De Giebel is de wilde vorm van de goudvis (foto). Naast de normale wijze van voortplanting, blijkt de giebel over een bijzondere strategie te beschikken: Paairijpe vrouwtjes giebels dringen zich tussen de paaiende karpers en zetten hun eieren af. Daarbij bleek, dat de zaadcellen van (kroes)karpers, de eicellen van de giebel prikkelden om zich te gaan ontwikkelen. De zaadcellen dringen hiervoor de eicel binnen, maar er vindt geen versmelting plaats zoals in het normale voortplantingsproces. Er is daarom geen sprake van bevruchting. De eicellen bevatten daardoor uitsluitend vrouwelijke eigenschappen, met als gevolg dat er ook alleen maar vrouwelijke nakomelingen uit worden geboren. Deze zijn in uiterlijk en erfelijk opzicht precies gelijk aan de oudergiebel. Men noemt dit ook wel "klonen". Deze unieke wijze van voortplanting (gynogenese), heeft ertoe heeft bijgedragen dat de giebel zich in korte tijd over grote delen van Azië en Europa heeft kunnen verspreiden.

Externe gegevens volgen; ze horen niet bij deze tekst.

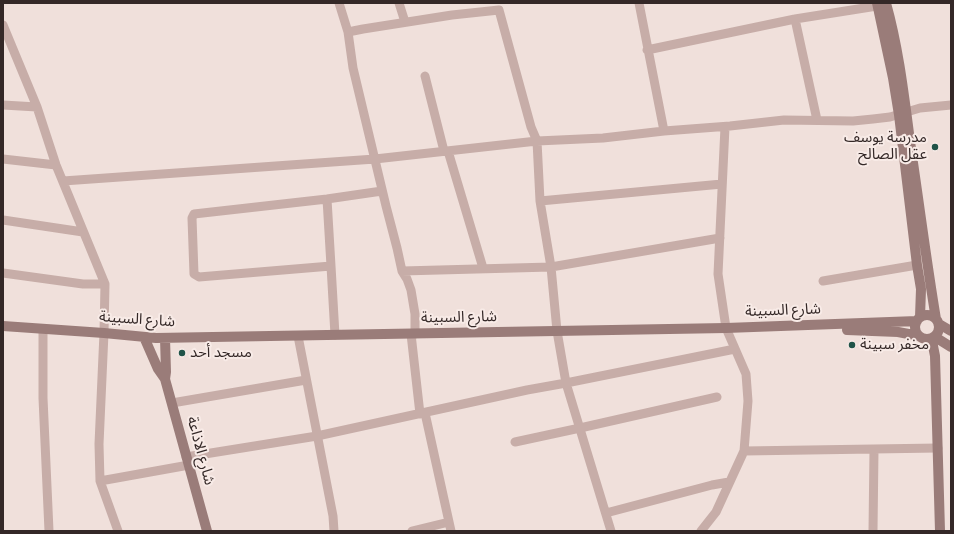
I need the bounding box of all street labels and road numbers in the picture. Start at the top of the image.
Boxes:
street label: شارع السبينة [745,301,821,321]
street label: شارع السبينة [98,308,176,332]
street label: شارع السبينة [421,308,497,328]
street label: شارع الاذاعة [182,415,218,487]

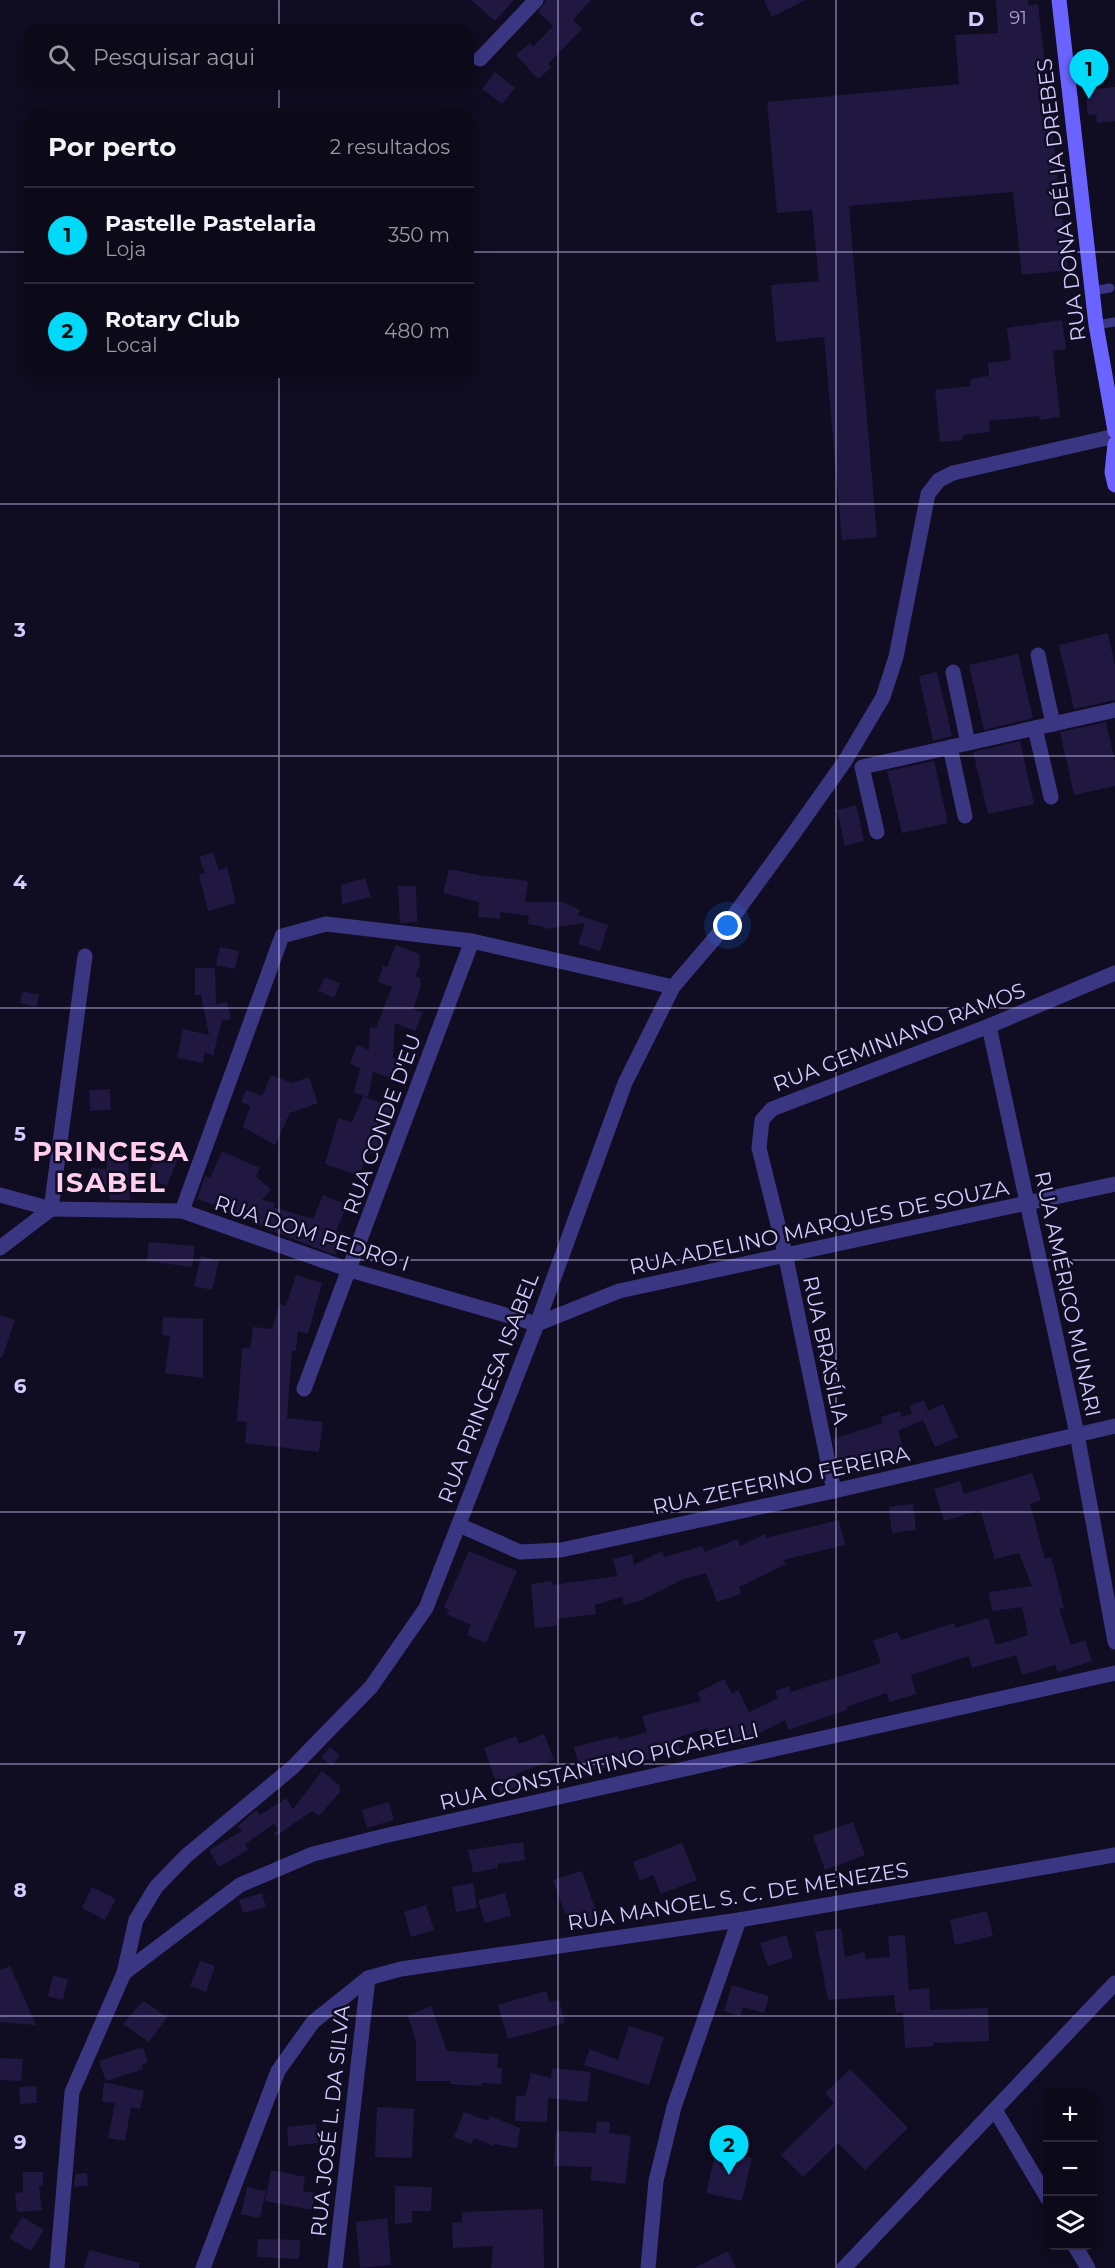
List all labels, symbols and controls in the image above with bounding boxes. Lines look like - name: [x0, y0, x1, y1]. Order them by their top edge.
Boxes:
- text: C: [690, 7, 705, 31]
- text: D: [968, 7, 984, 31]
- house number: 91: [1009, 7, 1027, 29]
- search box: [24, 24, 474, 90]
- icon: search: [45, 41, 78, 74]
- text: Pesquisar aqui: [93, 44, 255, 71]
- pin: 1: [1070, 50, 1108, 99]
- street label: RUA DONA DÉLIA DREBES: [1031, 57, 1091, 343]
- text: Por perto: [48, 131, 176, 163]
- text: 2 resultados: [330, 135, 450, 159]
- text: Pastelle Pastelaria: [105, 210, 316, 237]
- text: 1: [64, 223, 71, 247]
- text: 350 m: [388, 223, 450, 247]
- text: Loja: [105, 237, 146, 261]
- text: Rotary Club: [105, 306, 240, 333]
- text: 2: [62, 319, 73, 343]
- text: 480 m: [384, 319, 450, 343]
- text: Local: [105, 333, 158, 357]
- text: 3: [13, 618, 26, 642]
- text: 4: [13, 870, 27, 894]
- your location: [713, 911, 742, 940]
- street label: RUA GEMINIANO RAMOS: [769, 977, 1029, 1097]
- street label: RUA CONDE D'EU: [338, 1031, 426, 1217]
- text: 5: [14, 1122, 26, 1146]
- district label: PRINCESA ISABEL: [32, 1135, 190, 1199]
- street label: RUA AMÉRICO MUNARI: [1030, 1169, 1106, 1419]
- street label: RUA ADELINO MARQUES DE SOUZA: [627, 1174, 1012, 1279]
- street label: RUA DOM PEDRO I: [211, 1190, 413, 1276]
- street label: RUA PRINCESA ISABEL: [433, 1269, 544, 1507]
- street label: RUA BRASÍLIA: [798, 1273, 854, 1427]
- text: 6: [14, 1374, 27, 1398]
- street label: RUA ZEFERINO FEREIRA: [650, 1440, 913, 1519]
- text: 7: [14, 1626, 26, 1650]
- street label: RUA CONSTANTINO PICARELLI: [437, 1717, 761, 1815]
- street label: RUA MANOEL S. C. DE MENEZES: [566, 1857, 910, 1935]
- text: 8: [13, 1878, 27, 1902]
- street label: RUA JOSÉ L. DA SILVA: [305, 2003, 355, 2238]
- map controls: [1043, 2088, 1097, 2250]
- button: +: [1043, 2088, 1097, 2142]
- pin: 2: [710, 2126, 748, 2175]
- text: 9: [14, 2130, 26, 2154]
- button: −: [1043, 2142, 1097, 2196]
- button: layers: [1043, 2196, 1097, 2250]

Buiten de "hulp" van karper en kroeskarper, bleek de giebel zich ook succesvol te kunnen voortplanten met behulp van blankvoorn, zeelt, grote modderkruiper en zelfs regenboogforel.
Gynogese is dus een bijzondere vorm van maagdelijke voortplanting.
Extra bijzonder bij de Giebel is ook nog dat deze vis niet 2 sets chromosomen heeft in zijn celkern (dat heet diploid: zoals bijna alle hogere planten en dieren) maar drie: de soort is dus triploid.
Waar
De natuurlijke verspreiding van de Giebel is van West-Siberië tot Roemenië, Bulgarije, Griekenland en Turkije. De soort komt al sinds de zeventiende eeuw in Duitsland voor. Er is maar weinig bekend over de levenswijze van de giebel. In grote lijn komt deze waarschijnlijk overeen met de levenswijze van de kroeskarper. Water met een weelderige plantengroei en een zachte modderige bodem hebben de voorkeur van de giebel. De giebel is een sterke vis die goed tegen vervuild water kan. Het is vaak een van de laatste vissoorten die in vervuild water gevonden wordt.